Mas afinal, o peroá sumiu da nossa costa? A resposta curta é não, mas a situação é preocupante. Vamos entender o que está acontecendo no mar.
1. Escassez e Preços Recordes
Recentemente, o setor pesqueiro e os donos de quiosques têm relatado uma dificuldade sem precedentes para encontrar o peixe. O resultado é sentido no bolso: o quilo do peroá, que historicamente era acessível, chegou a bater a casa dos R$ 40,00 em algumas regiões.
Muitos fornecedores capixabas, inclusive, precisam buscar o peixe em águas fluminenses para conseguir suprir a demanda local, já que os estoques próximos às costas tradicionais estão baixos.
2. Por que ele está desaparecendo?
Não existe um único culpado, mas sim uma combinação de fatores:
  • Sobrepesca: A captura intensiva, muitas vezes sem respeitar o tempo de crescimento do peixe, impede que as populações se recuperem.
  • Pesca Predatória: A captura de exemplares muito jovens (abaixo do tamanho permitido) é um dos maiores problemas. Se o peixe não chega à fase adulta, ele não se reproduz.
  • Fatores Climáticos: Mudanças nas correntes marítimas e na temperatura da água também afetam o comportamento e a migração da espécie.
3. O Risco de Extinção
Balistes capriscus (nome científico do peroá) já foi incluído em listas de espécies vulneráveis.
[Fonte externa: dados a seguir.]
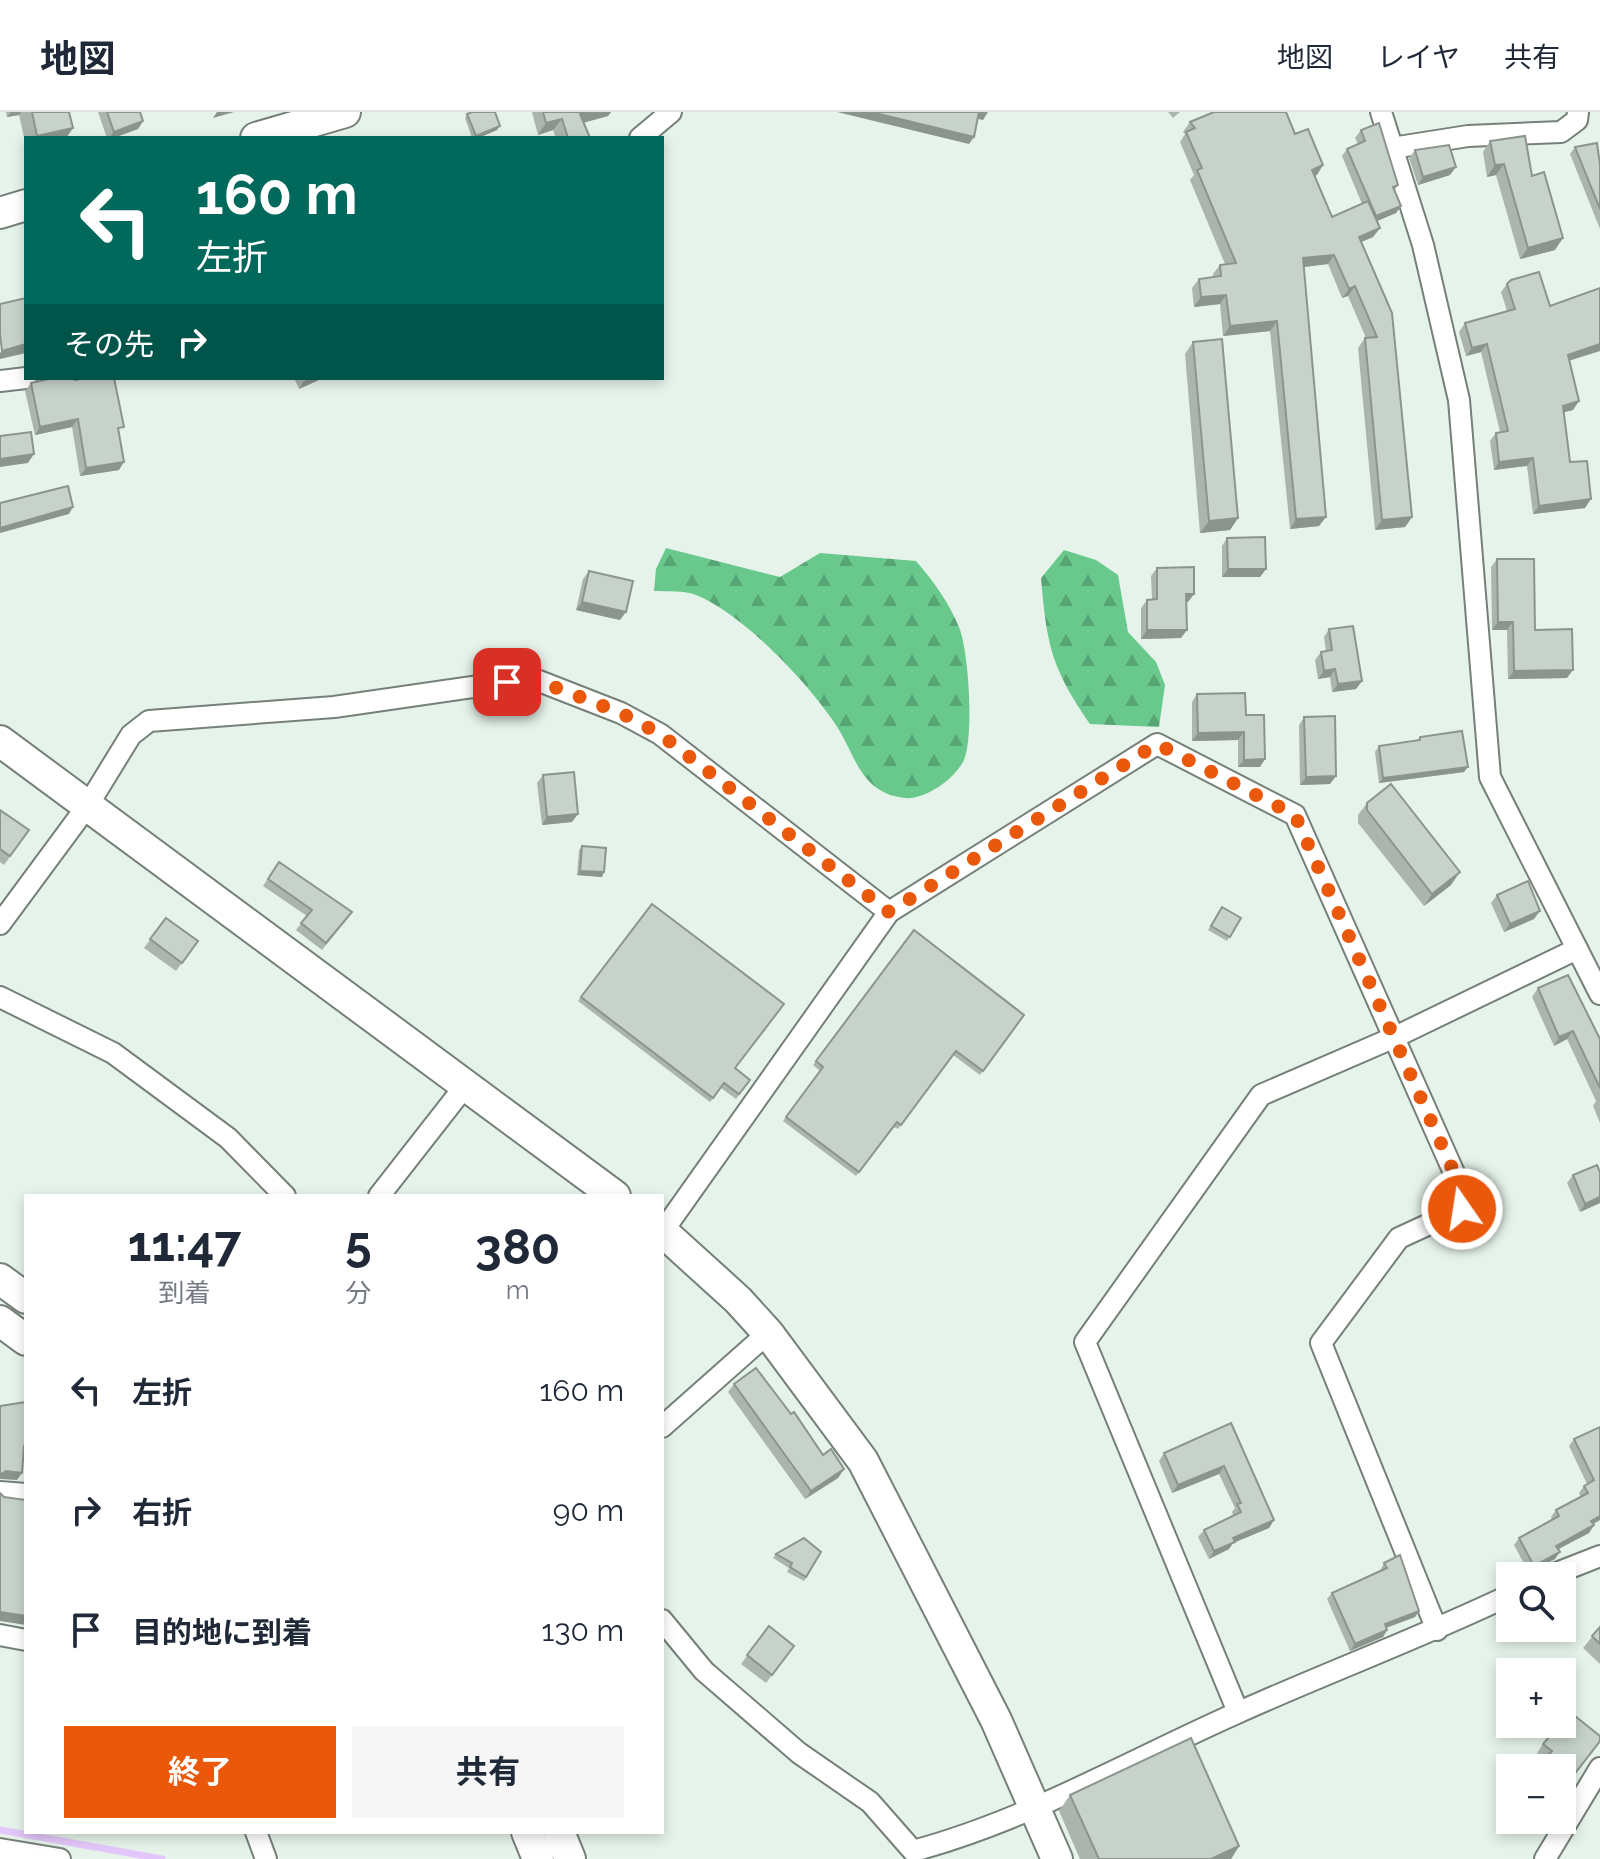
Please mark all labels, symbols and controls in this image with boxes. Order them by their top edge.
text: 地図 [40,36,116,81]
text: 地図 [1277,41,1333,74]
text: レイヤ [1377,41,1460,74]
text: 共有 [1504,41,1560,74]
text: 160 m [196,161,358,227]
icon: left [64,168,168,272]
text: 左折 [196,236,268,278]
icon: right [170,320,214,364]
text: その先 [64,327,154,362]
pin [473,648,541,716]
icon: arrive [485,660,529,704]
position arrow [1420,1167,1504,1251]
text: 11:47 [128,1216,241,1272]
text: 5 [345,1216,371,1272]
text: 380 [475,1219,560,1275]
text: m [506,1275,530,1305]
text: 到着 [158,1278,210,1308]
text: 分 [345,1278,371,1308]
icon: left [64,1368,108,1412]
text: 160 m [539,1373,624,1408]
text: 左折 [132,1375,192,1410]
icon: right [64,1488,108,1532]
text: 90 m [553,1493,624,1528]
text: 右折 [132,1495,192,1530]
map controls [1496,1562,1576,1834]
button: search [1496,1562,1576,1642]
icon: arrive [64,1608,108,1652]
text: 130 m [542,1613,624,1648]
text: 目的地に到着 [132,1615,312,1650]
button: + [1496,1658,1576,1738]
button: 終了 [64,1726,336,1818]
button: 共有 [352,1726,624,1818]
button: − [1496,1754,1576,1834]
Isso significa que, sem uma fiscalização rigorosa do Ibama e sem o respeito dos pescadores e consumidores aos períodos de reprodução, o “sumiço” pode deixar de ser sazonal para se tornar permanente.
4. Como podemos ajudar?
Como consumidores, temos um papel fundamental:
  • Respeite o tamanho: Não compre peroás muito pequenos (o famoso “miúdo”).
  • Cobre procedência: Procure saber se o peixe foi capturado de forma legal.
  • Variedade: Experimente outras espécies locais nos períodos de escassez do peroá para aliviar a pressão sobre a espécie.
O peroá ainda resiste na nossa costa, mas o alerta vermelho foi ligado. Para que as futuras gerações continuem saboreando esse ícone da culinária capixaba, o mar precisa de fôlego e nós de consciência.